(Knopf Publishing, 368 pages, $30)
By Elia Kazan, edited by Robert Cornfield
Kazan on Directing is a deftly assembled collection of the great director’s instructions to his theater and film collaborators. Included are character biographies, costume suggestions and staging setups, as well as some often brutally frank postmortem examinations of his work. The selections are mostly from his notebooks, but also from interviews and speeches. This is Kazan the professional speaking, a giant of the Method spilling his secrets. We are granted admission to the inner sanctum, and made privy to his creative process in the most intimate details.
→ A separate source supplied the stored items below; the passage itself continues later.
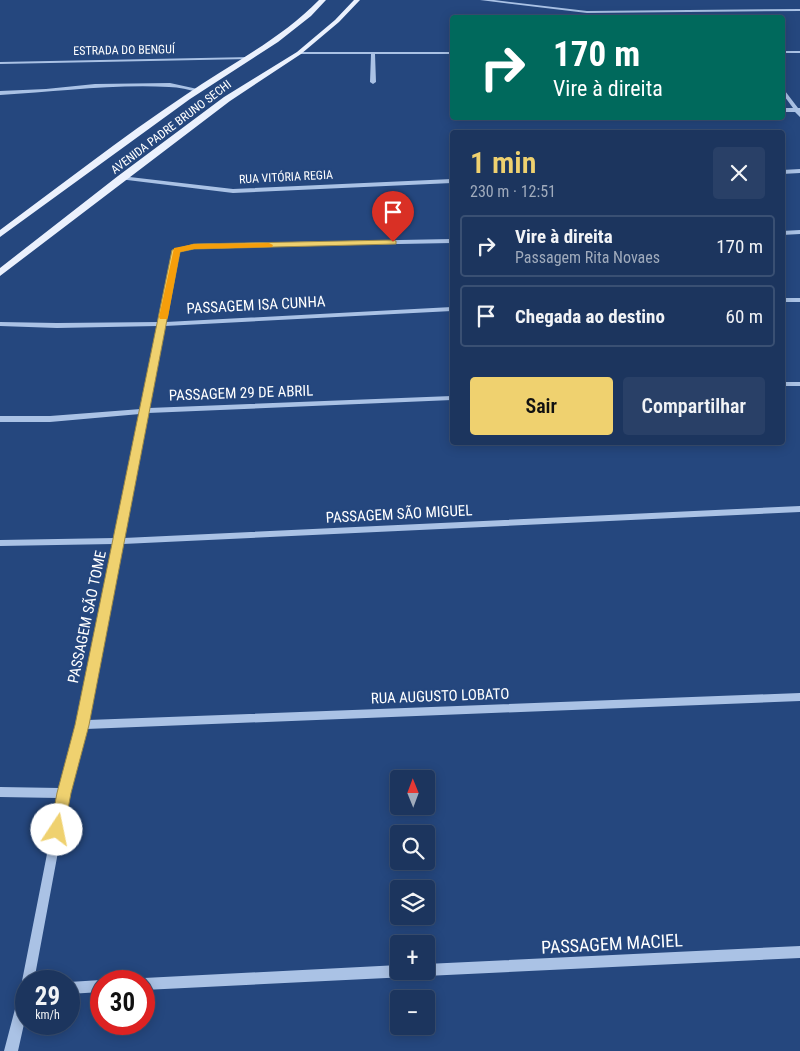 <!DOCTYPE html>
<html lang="pt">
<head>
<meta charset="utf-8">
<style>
  :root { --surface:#1c355e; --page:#294067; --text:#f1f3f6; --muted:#a0abbc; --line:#3a5073; --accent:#efd16f }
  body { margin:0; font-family:"Roboto Condensed",sans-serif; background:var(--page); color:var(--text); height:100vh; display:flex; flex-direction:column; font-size:19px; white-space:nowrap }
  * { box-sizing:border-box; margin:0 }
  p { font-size:16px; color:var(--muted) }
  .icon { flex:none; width:28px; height:28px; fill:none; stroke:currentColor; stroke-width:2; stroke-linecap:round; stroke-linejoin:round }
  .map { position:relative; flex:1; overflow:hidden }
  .side { position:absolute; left:450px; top:130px; width:335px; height:315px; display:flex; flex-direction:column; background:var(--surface); border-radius:5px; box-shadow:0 2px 12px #0003,0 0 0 1px var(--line) }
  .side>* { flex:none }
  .top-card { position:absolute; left:450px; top:15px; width:335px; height:105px; border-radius:5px; box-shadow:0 2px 12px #0003,0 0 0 1px var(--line); background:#00695c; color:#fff; overflow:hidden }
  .needle { width:32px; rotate:359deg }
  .buttons { position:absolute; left:390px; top:770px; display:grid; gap:10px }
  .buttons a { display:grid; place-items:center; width:45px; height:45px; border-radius:5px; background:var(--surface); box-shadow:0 2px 12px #0003,0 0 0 1px var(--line); font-size:25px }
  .speed { position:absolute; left:15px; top:970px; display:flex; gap:10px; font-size:25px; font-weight:700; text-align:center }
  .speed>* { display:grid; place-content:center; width:65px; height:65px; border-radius:50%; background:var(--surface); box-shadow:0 2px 12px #0003,0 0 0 1px var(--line); line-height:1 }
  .speed small { font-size:12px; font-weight:400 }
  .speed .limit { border:8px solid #d22; background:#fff; color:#111 }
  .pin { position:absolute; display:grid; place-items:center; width:42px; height:42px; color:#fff; margin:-51px -21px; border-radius:50% 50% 50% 0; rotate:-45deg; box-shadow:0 0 5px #0007 }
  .pin .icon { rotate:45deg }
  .me { position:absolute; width:55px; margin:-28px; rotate:11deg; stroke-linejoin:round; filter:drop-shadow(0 0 4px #0008) }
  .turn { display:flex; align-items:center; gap:18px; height:105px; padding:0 20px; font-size:22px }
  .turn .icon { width:65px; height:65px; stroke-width:2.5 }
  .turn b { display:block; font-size:35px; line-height:42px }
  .round { display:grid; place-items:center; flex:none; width:52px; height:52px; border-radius:5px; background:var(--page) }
  .head { display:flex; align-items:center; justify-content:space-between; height:85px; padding:0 20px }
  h1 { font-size:30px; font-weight:600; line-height:38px; color:var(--accent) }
  .button { display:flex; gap:10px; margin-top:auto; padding:10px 20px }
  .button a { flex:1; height:58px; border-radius:5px; background:var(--accent); color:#111; font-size:20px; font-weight:600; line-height:58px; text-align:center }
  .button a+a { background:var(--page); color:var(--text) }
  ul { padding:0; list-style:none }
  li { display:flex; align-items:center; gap:15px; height:62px; margin:0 10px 8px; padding:0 10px; border:2px solid var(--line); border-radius:5px }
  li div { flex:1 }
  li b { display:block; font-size:19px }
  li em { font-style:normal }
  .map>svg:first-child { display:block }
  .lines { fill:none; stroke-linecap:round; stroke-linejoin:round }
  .minor { fill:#aac2e5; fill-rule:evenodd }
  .major { fill:#ebf1fd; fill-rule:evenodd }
  .route { fill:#efd16f; stroke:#9b8848 }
  .slow { fill:#f59e0b }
  .labels { text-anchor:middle; stroke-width:4; stroke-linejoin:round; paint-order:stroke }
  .far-street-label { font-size:12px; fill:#fff; stroke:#25477e }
  .street-label { font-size:15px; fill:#fff; stroke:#25477e }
  .near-street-label { font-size:18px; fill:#fff; stroke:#25477e }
</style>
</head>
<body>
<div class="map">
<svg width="800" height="1051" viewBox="0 0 800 1051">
  <rect width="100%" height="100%" fill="#25477e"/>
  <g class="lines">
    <g class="minor">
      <path d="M480,0H494L587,11L800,9V11L587,13Z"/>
      <rect x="782" y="51" width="18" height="2"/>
      <path d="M299,52H452V54H375L376,82L373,84L370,82L371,54H297V52Z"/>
      <path d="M251,57V58L249,59L0,64V62Z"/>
      <path d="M170,83L202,90L199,92C189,90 179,87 169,87C112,84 56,92 0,95V91L46,89L95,84Z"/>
      <path d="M782,87L798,108H800V117L795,112H782V108H793L782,93Z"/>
      <path d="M800,169V173L782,174V170Z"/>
      <path d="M121,176L233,189L452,179V183L233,193L119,179V177Z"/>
      <path d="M800,230V234L782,235V231Z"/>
      <path d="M452,239V243L194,248L180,251L166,322L452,307V311L165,326L149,408L452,396V400L148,413L124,538L800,506V512L123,544L88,720L800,693V701L86,729L69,793L34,981H26V1015L18,1051H4L20,990L23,985L22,981L58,798L0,797V787L60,788L77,725L114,544L0,546V540L115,538L140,414L50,422H0V416H50L141,409L158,326L57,328L0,326V322L57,323L159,322L174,250L194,244Z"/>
      <rect x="782" y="298" width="18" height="4"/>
      <rect x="782" y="382" width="18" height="4"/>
      <path d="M800,946V958L426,976L422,974L420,971H426V964Z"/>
      <path d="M399,965V971H413L411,975L407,977L144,990V981H139L144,978Z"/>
      <path d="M101,980L105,981H101V992L69,994V982Z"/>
    </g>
    <g class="major">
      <path d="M319,0H326L311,16L278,42L190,99L0,237V230C61,185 121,138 184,96C230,64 280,40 319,0Z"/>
      <path d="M354,0H360L339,22L301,54L230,101L0,276V268L118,176L224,97L297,52L335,20Z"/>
    </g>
  </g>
  <path class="route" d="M393,240L396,241V244L194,249L180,252L89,725L71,793L64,830L62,835L57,837L52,835L50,830L57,793L75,725L172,250L194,244Z"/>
  <path class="slow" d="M269,243L273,245L272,247L194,249L180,252L168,317L167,319H160L159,317L174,248L194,244Z"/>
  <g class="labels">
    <g class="far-street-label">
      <text transform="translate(124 50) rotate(-1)" y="4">ESTRADA DO BENGUÍ</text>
      <text transform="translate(171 127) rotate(-37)" y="4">AVENIDA PADRE BRUNO SECHI</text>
      <text transform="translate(286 177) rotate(-3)" y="4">RUA VITÓRIA REGIA</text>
    </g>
    <g class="street-label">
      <text transform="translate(256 305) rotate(-3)" y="5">PASSAGEM ISA CUNHA</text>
      <text transform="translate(241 393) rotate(-2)" y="5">PASSAGEM 29 DE ABRIL</text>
      <text transform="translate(399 514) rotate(-3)" y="5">PASSAGEM SÃO MIGUEL</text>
      <text transform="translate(87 617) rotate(-78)" y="5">PASSAGEM SÃO TOME</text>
      <text transform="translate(440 696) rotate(-2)" y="5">RUA AUGUSTO LOBATO</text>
    </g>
    <g class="near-street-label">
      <text transform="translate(612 944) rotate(-3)" y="6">PASSAGEM MACIEL</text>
    </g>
  </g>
</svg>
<div class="buttons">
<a><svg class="needle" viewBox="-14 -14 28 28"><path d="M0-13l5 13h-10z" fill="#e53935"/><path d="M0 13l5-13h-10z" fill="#a0abbc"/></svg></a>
<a><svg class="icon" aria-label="search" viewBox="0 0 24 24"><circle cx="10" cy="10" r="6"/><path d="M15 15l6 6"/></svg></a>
<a><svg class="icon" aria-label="layers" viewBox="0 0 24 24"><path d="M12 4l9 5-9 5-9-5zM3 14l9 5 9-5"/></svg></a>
<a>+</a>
<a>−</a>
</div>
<div class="speed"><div>29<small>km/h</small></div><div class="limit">30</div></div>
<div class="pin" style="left:393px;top:242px;background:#d93025"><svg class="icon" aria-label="arrive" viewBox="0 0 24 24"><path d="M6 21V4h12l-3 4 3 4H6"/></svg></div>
<svg class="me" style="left:57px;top:830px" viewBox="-20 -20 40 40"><circle r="19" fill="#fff"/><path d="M0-13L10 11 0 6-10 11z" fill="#efd16f"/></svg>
<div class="top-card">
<div class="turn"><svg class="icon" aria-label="right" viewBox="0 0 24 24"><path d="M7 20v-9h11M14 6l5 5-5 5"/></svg><div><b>170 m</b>Vire à direita</div></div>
</div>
<section class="side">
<div class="head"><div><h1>1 min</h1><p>230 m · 12:51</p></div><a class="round"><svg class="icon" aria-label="close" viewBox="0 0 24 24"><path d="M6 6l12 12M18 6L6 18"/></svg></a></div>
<ul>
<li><svg class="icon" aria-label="right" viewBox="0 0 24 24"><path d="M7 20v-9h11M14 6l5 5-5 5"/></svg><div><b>Vire à direita</b><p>Passagem Rita Novaes</p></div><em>170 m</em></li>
<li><svg class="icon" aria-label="arrive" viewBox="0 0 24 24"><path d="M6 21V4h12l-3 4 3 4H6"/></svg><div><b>Chegada ao destino</b></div><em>60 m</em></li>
</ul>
<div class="button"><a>Sair</a><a>Compartilhar</a></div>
</section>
</div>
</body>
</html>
Kazan, as editor Robert Cornfield notes, “would have been the first to protest [that] ‘directed by’ is a meanly limited, misleading term for his contribution to the plays and movies he commanded.” Kazan (the name means, essentially, and appropriately, “cauldron”) kept a tight rein on his collaborators—wardrobe people, production designers, editors—all of whom were favored with extended missives outlining the director’s vision of their contributions. He reshaped masterpieces by Williams and Miller, and ruthlessly manipulated his actors, even setting them against each other. He often “tricked” great performances from his cast, and wasn’t above slapping an actor to make the tears roll.
At the same time, Kazan could extend profound imaginative sympathy toward his actors and their roles, evident by his lengthy letter to Marlon Brando setting out his ideas on how to play Terry Malloy in On the Waterfront. Part of it effectively summarizes Kazan’s Freud-inflected approach to character: “I really hope to be photographing the kid’s insides as much as exterior events.” As represented here, Kazan’s theories of direction are simple and brutal: “There is only one way of looking at this trade: The filmmaker is responsible for everything. To rephrase that thought: Everything is your fault.” Or more tersely: “It’s a question of power, nothing less.”
Although excerpts from many of the entries have appeared elsewhere over the years, Kazan’s workbooks and interviews collected in one volume are an indispensable resource for anyone hoping to understand the direction of actors (Brando, James Dean, and Lee J. Cobb among them), and the differences between stage and screen direction in the molten middle of the 20th century. One quibble, however: Cornfield’s decision to separate Kazan’s film and stage work deprives the book of a sense of the director’s chronological creative growth across both mediums. Styles may have changed, but Kazan still has plenty to say about directing that remains revelatory and instructive today.